First gear is in the nature of an emergency ratio, such as is required on a car which is built to take the Alpine passes under all conditions without faltering, and we never found we required it. Second gear is used for starting and gives a good getaway and a maximum of comfortably over 30 m.p.h. The silent third gear is really silent, and giving as it does an easy speed of over 50 m.p.h. without noise or vibration, often leads one to forget that one is not in top gear. The gear change is dead easy from the very first time of driving the car, the lever appearing to fall into place as required without thought or effort. 55 m.p.h. was reached on third gear, and there was no sign of valve bounce.
The steering is light without being too light, and a fairly high gear and sufficient caster action makes the car very easy to handle on corners or on the straight. And the Bluemel spring steering wheel contributed to the ease of driving.
There are some fast cars which can be made to put up a high average speed and there are others, not so obviously fast, which seem to maintain a naturally
average without any real effort from the driver.

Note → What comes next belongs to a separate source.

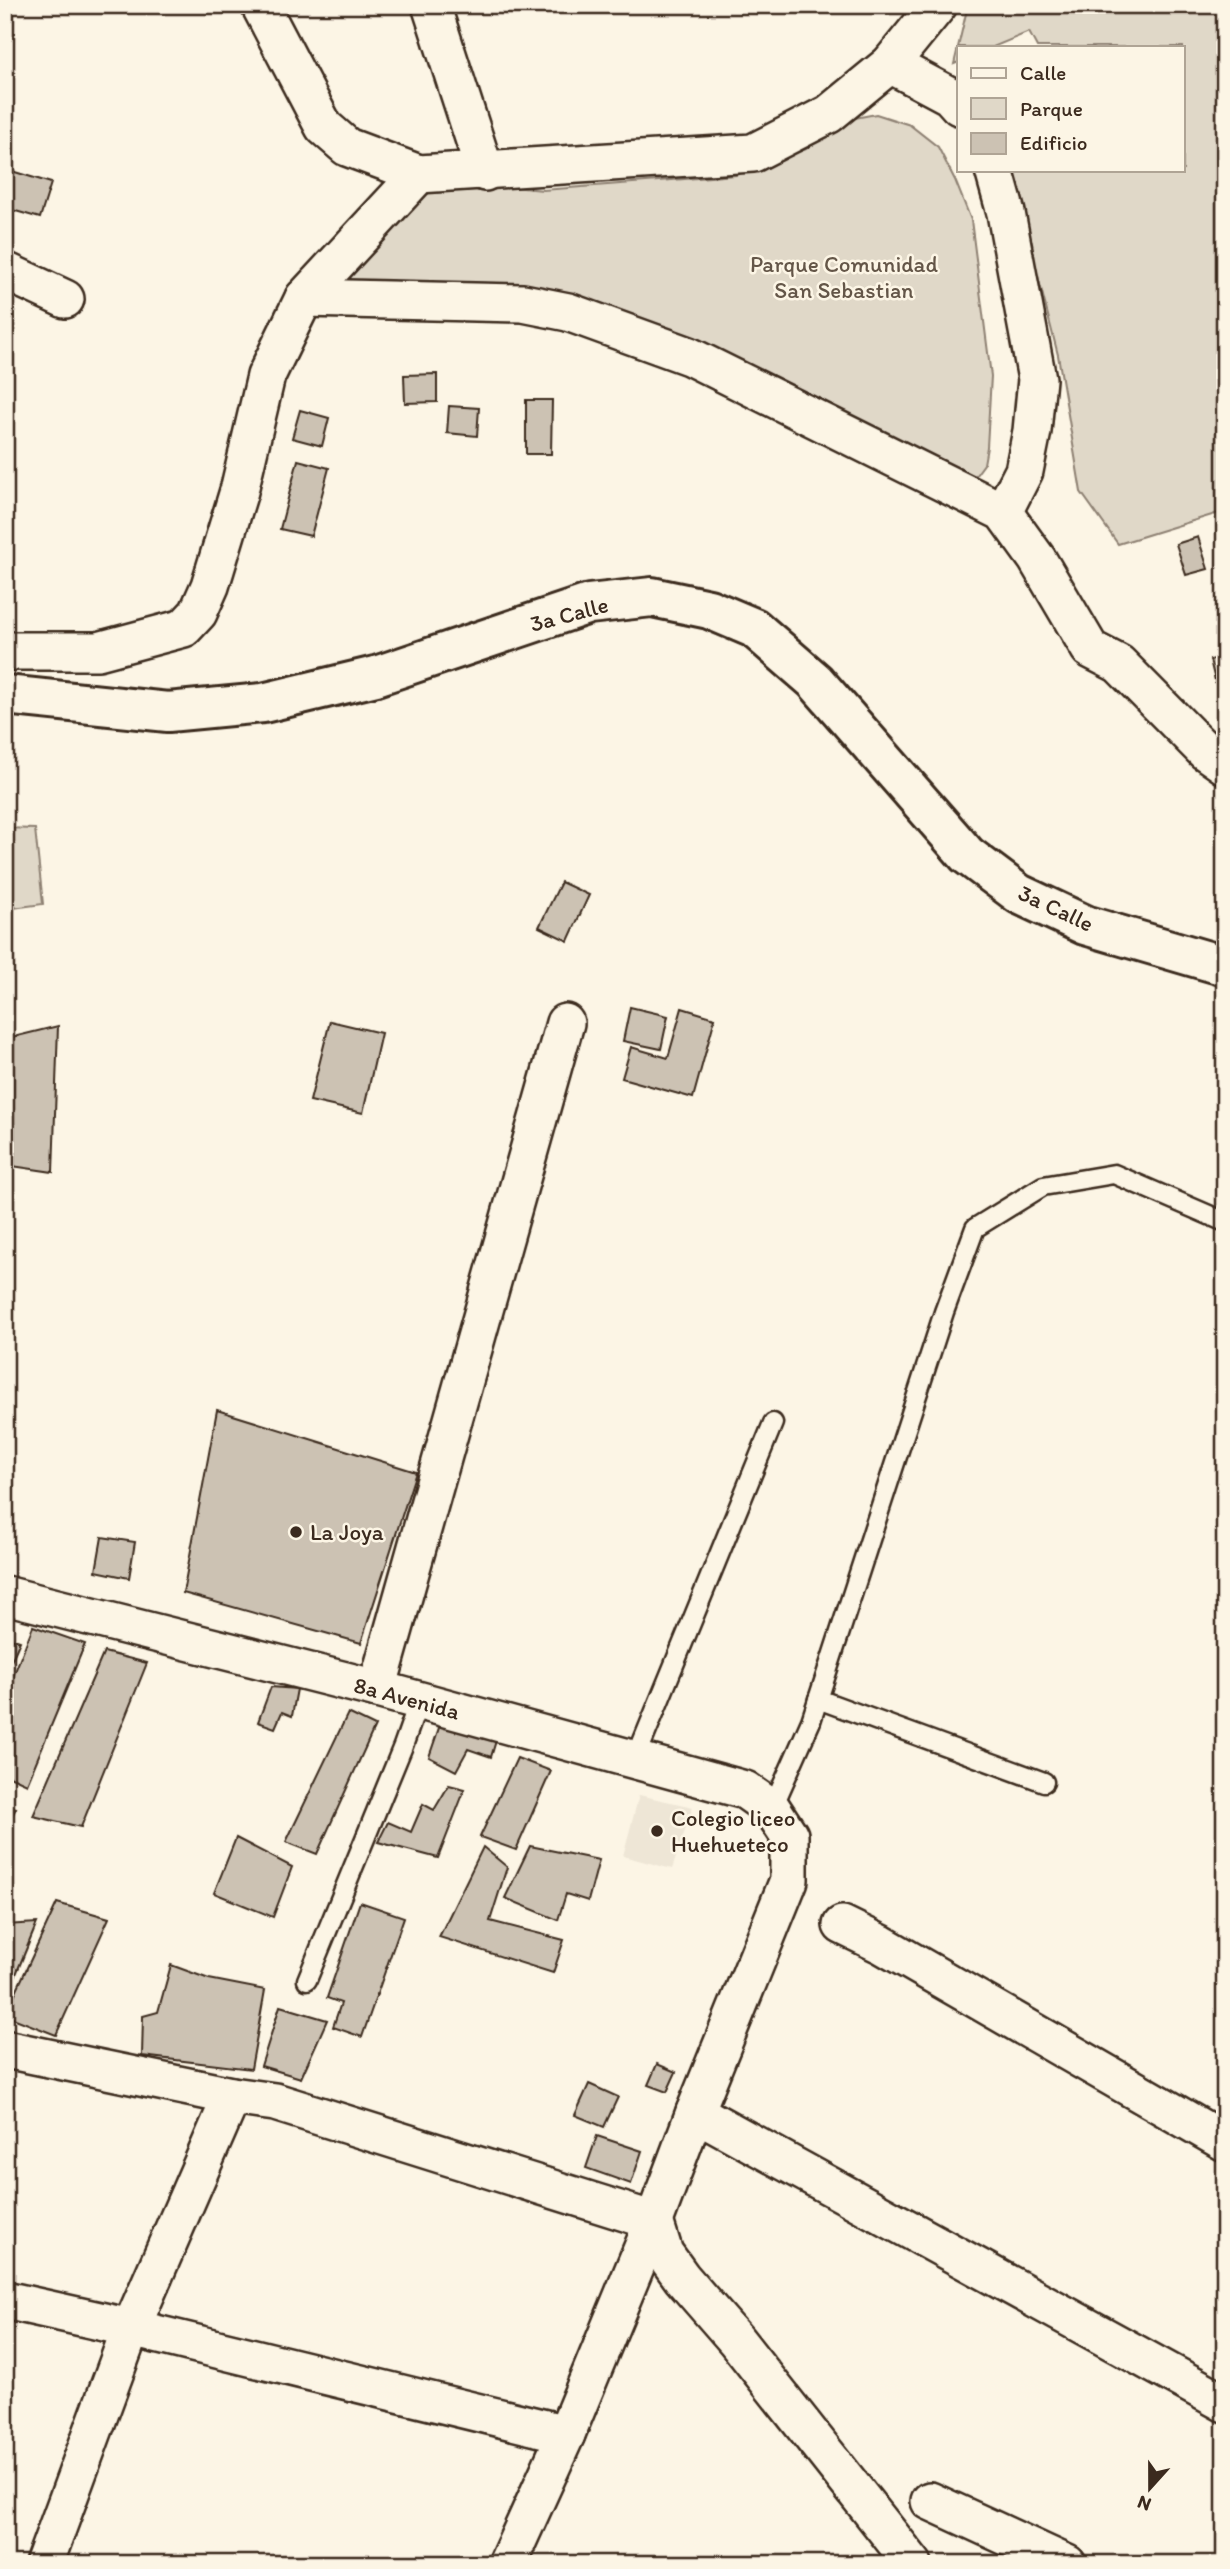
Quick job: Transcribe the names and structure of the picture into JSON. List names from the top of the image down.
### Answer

This Hotchkiss belongs to the latter class, and the longer and harder it is driven, the better it seems to go. The maximum speed on the level was 70 m.p.h., on the car tested, which was the coach-built saloon. The total weight of this car was 32 cwt., and so the figures are very good. A very attractive model on the same chassis, and one which might appeal even more to readers of MOTOR SPORT is the open 4-seater sports type which is guaranteed to beat 75 m.p.h. against the watch in standard trim, and being considerably lighter will have even better acceleration.
The suspension and road holding is really first class, a further requirement of a people who consistently
drive their cars flat out over every type of surface, and who have no time whatever for a car which tires after a few miles of full throttle.
A cruising speed of 65 m.p.h. can be obtained indefinitely wherever traffic permits, and a long run leaves the driver perfectly fresh.
The brakes are direct operated through the patented Hotchkiss mechanism, and give positive and even braking at all speeds without undue pressure, and without any tendency to lock the wheels or affect the control.
The electrical equipment is well thought out and separate fuses are mounted in an accessible position on the dash for all lights. The Marchal lamps, for which the switch and dipping control is mounted next to the right hand and easily operated without moving it from the wheel, give an exceptionally good beam which enables high averages to be maintained at night. The dimming arrangement is probably the finest yet produced.
Although the car we tried had covered an enormous mileage, the body was as silent as when new, which is a great tribute to the strength and quality of the whole vehicle. The Solex carburettor functions excellently, and gives a consumption of 20 m.p.g. while oil is only required when the sump is drained and refilled occasionally.
A braking distance of 65 ft. from 40 m.p.h. is obtainable without harshness, and could probably be improved. The whole car is a high-class production which should make a strong appeal to the man who wants to go fast and far, and at the same time be free from trouble and expense, and have a minimum of routine work to keep the car in good trim.
The Hotchkiss is handled in this county by Hotchkiss et Cie, whose address is 70, Vauxhall Bridge Road, London, S.W.1.